TASK REQUIREMENTS - Scan the data. Collect each line that contains the word "direction".

Stored data entries -
**********

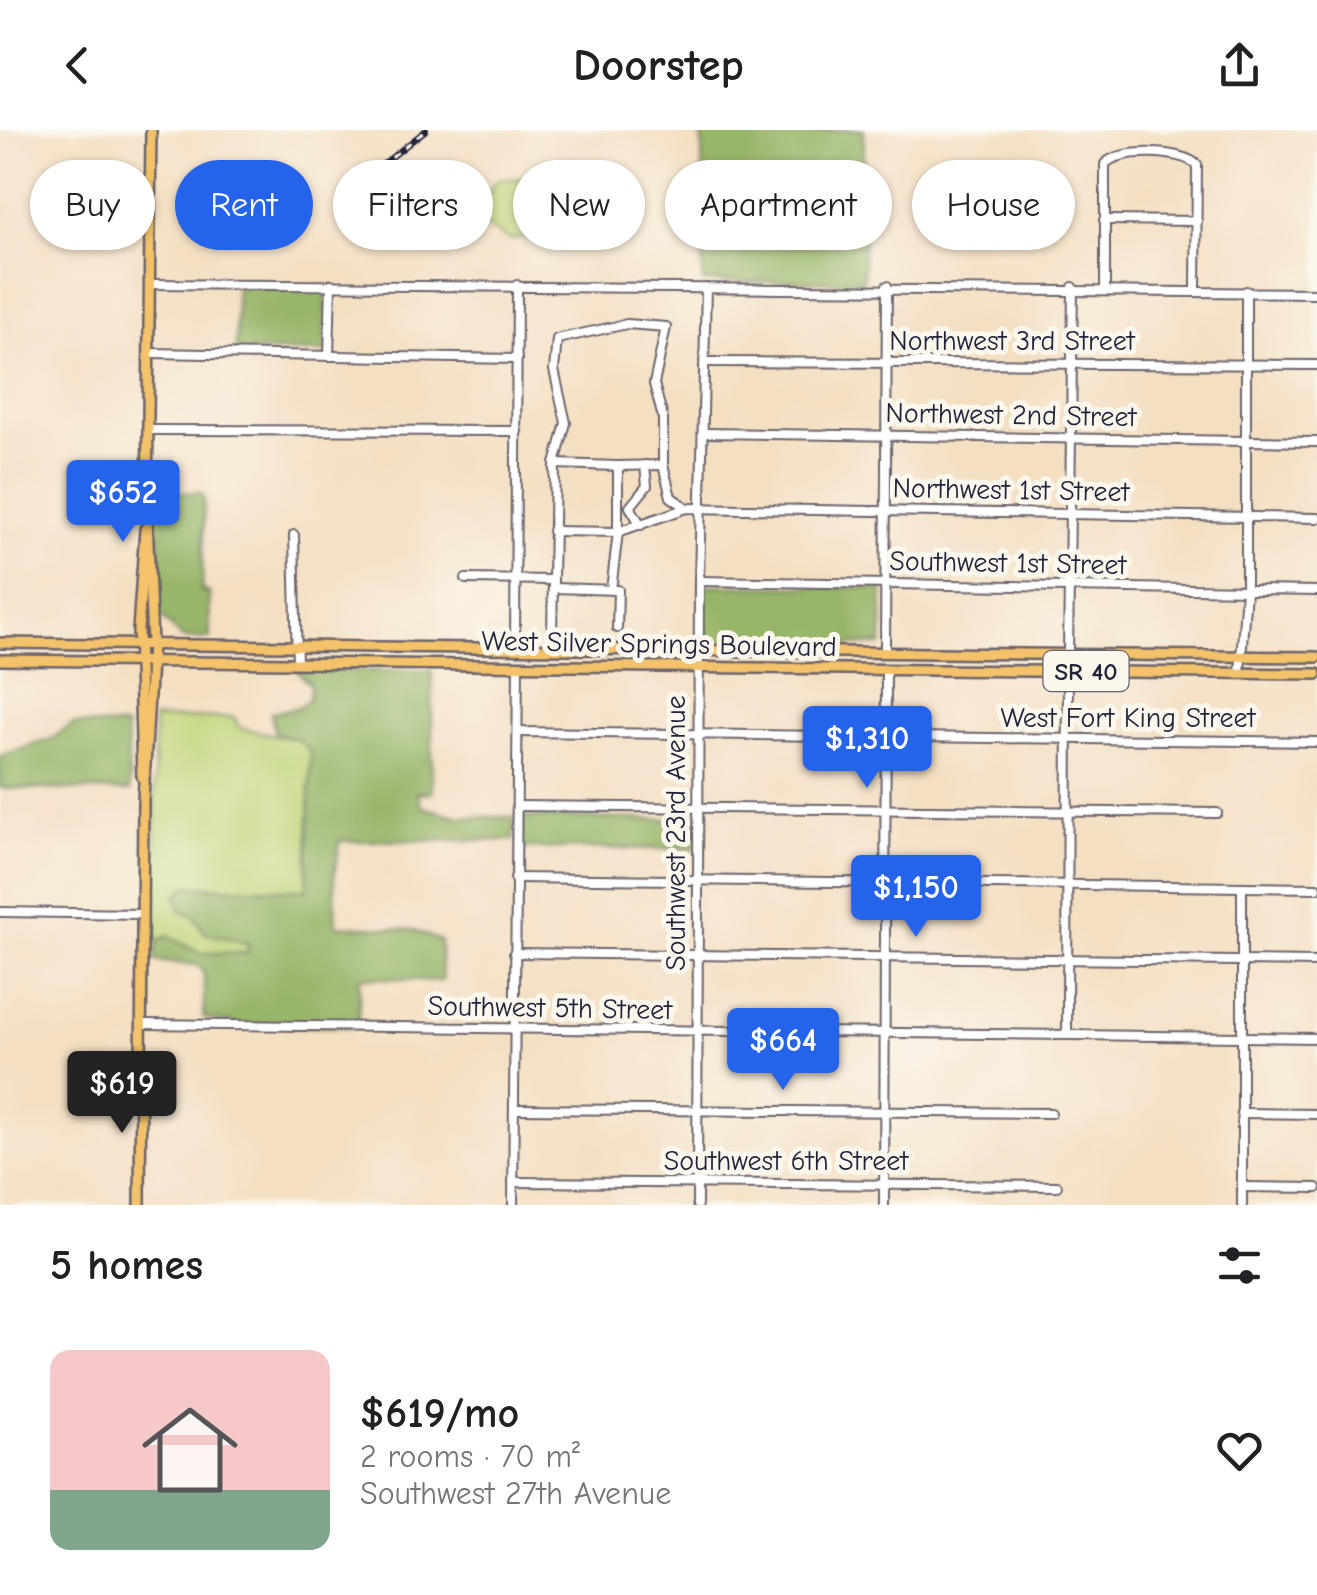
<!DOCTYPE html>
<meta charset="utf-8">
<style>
:root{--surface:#fff;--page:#f6f6f6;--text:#202124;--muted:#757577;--line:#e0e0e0;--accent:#2563eb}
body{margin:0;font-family:"Comic Neue",sans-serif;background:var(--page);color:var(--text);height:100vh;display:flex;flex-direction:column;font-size:38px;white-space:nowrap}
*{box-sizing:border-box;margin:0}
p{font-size:32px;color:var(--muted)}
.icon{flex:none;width:55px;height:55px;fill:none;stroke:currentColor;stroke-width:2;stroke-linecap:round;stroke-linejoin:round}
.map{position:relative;height:1075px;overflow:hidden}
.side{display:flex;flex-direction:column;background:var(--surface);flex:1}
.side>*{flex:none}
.hud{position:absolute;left:30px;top:30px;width:1258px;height:90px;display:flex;gap:20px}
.price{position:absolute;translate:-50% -85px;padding:0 22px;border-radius:10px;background:var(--accent);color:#fff;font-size:32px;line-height:65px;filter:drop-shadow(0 2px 5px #0008)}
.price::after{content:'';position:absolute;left:50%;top:60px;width:30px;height:22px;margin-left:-15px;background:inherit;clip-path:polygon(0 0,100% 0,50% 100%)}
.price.on{background:#222;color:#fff}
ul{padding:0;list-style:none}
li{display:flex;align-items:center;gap:30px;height:250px;padding:0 50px}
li+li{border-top:2px solid var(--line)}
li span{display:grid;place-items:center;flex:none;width:280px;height:200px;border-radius:20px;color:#555}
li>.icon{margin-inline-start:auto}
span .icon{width:120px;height:120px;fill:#fffc;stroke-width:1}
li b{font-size:42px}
h2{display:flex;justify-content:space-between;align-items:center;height:120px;padding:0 50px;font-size:42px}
.chip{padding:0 35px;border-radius:45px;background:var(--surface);box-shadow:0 2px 8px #0004;font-size:35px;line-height:90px}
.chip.on{background:var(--accent);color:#fff}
header{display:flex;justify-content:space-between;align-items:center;height:130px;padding:0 50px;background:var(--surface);font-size:45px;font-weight:700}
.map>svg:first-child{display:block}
</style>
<header><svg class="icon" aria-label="back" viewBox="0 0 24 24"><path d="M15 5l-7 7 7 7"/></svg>Doorstep<svg class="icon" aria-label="share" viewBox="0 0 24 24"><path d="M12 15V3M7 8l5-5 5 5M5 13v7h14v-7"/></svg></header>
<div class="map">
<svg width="1317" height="1075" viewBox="0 0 1317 1075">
<rect width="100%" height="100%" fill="#fbf7ec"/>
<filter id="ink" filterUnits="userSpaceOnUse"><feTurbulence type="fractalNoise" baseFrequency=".01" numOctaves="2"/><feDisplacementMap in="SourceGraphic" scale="20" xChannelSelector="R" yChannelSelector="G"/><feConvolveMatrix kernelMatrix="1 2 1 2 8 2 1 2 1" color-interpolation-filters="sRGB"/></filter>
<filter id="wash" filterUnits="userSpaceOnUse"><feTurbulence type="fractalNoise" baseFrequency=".0048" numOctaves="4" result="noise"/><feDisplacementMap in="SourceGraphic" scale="40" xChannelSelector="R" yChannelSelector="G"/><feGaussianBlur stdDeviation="2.25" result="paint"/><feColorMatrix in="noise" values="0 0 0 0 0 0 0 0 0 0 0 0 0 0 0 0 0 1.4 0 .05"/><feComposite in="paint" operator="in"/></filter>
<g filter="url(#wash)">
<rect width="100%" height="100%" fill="#f4dfc3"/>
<g fill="#c0d579" stroke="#717c5a" stroke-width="2.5">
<path d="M554,48v37l-12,20 -31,5 -26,-14 -4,-25 17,-22z"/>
<path d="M234,587l5,11 60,12 12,13 -4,137 -120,-4 7,29 11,18 43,10v10h-49l-31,-17 -12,7 -2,-224z"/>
</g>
<g fill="#98b669" stroke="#5d6c52" stroke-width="2.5">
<path d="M702,0h162l-1,151 -160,1z"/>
<path d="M236,157h91l-1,65 -90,-1z"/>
<path d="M151,363h50l3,5 -2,94h7l1,47 -28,-1 -23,-24v-80l-7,-2z"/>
<path d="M701,455l182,3 -1,57 -179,-2z"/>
<path d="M297,540l135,1v121l-15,1 5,14 37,10h55l-1,23 -173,1 -6,36 2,48 78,5 26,11 2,40 -82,-4 -2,50 -119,-2 -35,-7v-45l-6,-8 -43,-4 1,-18 12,-7 31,17h49v-10l-43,-10 -11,-17 -14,-6 -4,-15 11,-9 120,4 4,-137 -12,-13 -24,-7 -4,-20 29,-6 9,-8 1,-14z"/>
<path d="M72,594l54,3 4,64 -130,-3v-32l52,-17z"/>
<path d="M520,687l175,3v29l-176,-1z"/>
</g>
</g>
<g filter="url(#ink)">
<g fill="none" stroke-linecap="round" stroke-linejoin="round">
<defs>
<g id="minor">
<path d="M1104,90l93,1"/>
<path d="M150,154l1167,9"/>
<path d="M1105,158v-124c14,-16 78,-14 92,1l-1,125"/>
<path d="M149,223l368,6"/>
<path d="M329,226l2,-72"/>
<path d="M706,232l611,3"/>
<path d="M149,300l368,1"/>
<path d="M705,303l612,9"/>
<path d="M618,336l45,-1"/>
<path d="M641,395l-11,-18 17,-21 -2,-21"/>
<path d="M553,401l65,1v-66l-63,-2"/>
<path d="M294,405l3,128"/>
<path d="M466,449l87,1 -1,53"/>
<path d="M553,450l2,-116 11,-41 -12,-53 3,-31 70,-15 39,3 -12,57 9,34v47l8,32 16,11"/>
<path d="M699,451l618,10"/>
<path d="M553,458l65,2 -1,38"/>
<path d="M611,460l7,-58 69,-24 630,10"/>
<path d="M515,518l2,-363"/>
<path d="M885,522l2,-366"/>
<path d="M1068,524l5,-367"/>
<path d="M1240,543l6,-83v-299"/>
<path d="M518,602l799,10"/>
<path d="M517,676l700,7"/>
<path d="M515,748l802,10"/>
<path d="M0,782l142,2"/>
<path d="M514,823l803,9"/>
<path d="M143,894l1174,14"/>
<path d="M1067,904l1,-363"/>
<path d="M514,979l537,4"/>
<path d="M1241,983l76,1"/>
<path d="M513,1052l544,4"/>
<path d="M1243,1057l74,1"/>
<path d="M513,1075l5,-540"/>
<path d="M697,1075l2,-624 7,-293"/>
<path d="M884,1075l2,-536"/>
<path d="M1242,1075v-318"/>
</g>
<g id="major">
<path d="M0,513l1317,14"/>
<path d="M0,530l1317,14"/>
<path d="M142,647l-4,-147 7,-101"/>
<path d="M140,1075l3,-405 9,-156 -5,-128 4,-386"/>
</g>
</defs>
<use href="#minor" stroke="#6c646b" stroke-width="12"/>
<use href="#major" stroke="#6c646b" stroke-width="14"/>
<use href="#minor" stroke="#fff" stroke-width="8"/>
<use href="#major" stroke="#f3c26a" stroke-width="9"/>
<defs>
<path id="rail" d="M354,57l72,-57"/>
</defs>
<use href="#rail" stroke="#22223b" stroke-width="6"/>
<use href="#rail" stroke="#fbf7ec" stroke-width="2.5" stroke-dasharray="8" stroke-linecap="butt"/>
</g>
</g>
<g text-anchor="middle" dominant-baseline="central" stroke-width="10" stroke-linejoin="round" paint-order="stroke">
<rect fill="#fbf7ec" stroke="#636270" stroke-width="2.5" x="1043.5" y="521" width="85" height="40" rx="8"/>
<g font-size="25" font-weight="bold" fill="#22223b">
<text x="1086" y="541">SR 40</text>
</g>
<g font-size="28" fill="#22223b" stroke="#fbf7ec">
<text x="1012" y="211">Northwest 3rd Street</text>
<text transform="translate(1011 285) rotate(1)">Northwest 2nd Street</text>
<text transform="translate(1011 360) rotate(1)">Northwest 1st Street</text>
<text transform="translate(1008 433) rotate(1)">Southwest 1st Street</text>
<text transform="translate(659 514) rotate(1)">West Silver Springs Boulevard</text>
<text x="1128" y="588">West Fort King Street</text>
<text transform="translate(676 703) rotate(-90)">Southwest 23rd Avenue</text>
<text transform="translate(550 878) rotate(1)">Southwest 5th Street</text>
<text x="786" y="1031">Southwest 6th Street</text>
</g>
</g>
</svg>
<b class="price" style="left:123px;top:415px">$652</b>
<b class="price" style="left:867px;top:661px">$1,310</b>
<b class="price" style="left:916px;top:810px">$1,150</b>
<b class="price" style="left:783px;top:963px">$664</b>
<b class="price on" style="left:122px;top:1006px">$619</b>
<div class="hud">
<a class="chip">Buy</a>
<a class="chip on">Rent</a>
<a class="chip">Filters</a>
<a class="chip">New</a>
<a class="chip">Apartment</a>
<a class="chip">House</a>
</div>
</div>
<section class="side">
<h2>5 homes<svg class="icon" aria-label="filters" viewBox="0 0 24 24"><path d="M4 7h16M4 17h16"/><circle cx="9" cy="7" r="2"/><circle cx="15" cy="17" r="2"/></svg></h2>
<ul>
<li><span style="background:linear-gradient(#f6c9c9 70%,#7fa58c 0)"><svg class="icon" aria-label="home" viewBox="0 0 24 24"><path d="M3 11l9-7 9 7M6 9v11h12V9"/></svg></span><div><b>$619/mo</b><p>2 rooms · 70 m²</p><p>Southwest 27th Avenue</p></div><svg class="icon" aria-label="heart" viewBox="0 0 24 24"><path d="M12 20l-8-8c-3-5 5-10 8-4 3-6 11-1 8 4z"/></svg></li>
</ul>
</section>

**********

EXERCISE OUTPUT -
body{margin:0;font-family:"Comic Neue",sans-serif;background:var(--page);color:var(--text);height:100vh;display:flex;flex-direction:column;font-size:38px;white-space:nowrap}
.side{display:flex;flex-direction:column;background:var(--surface);flex:1}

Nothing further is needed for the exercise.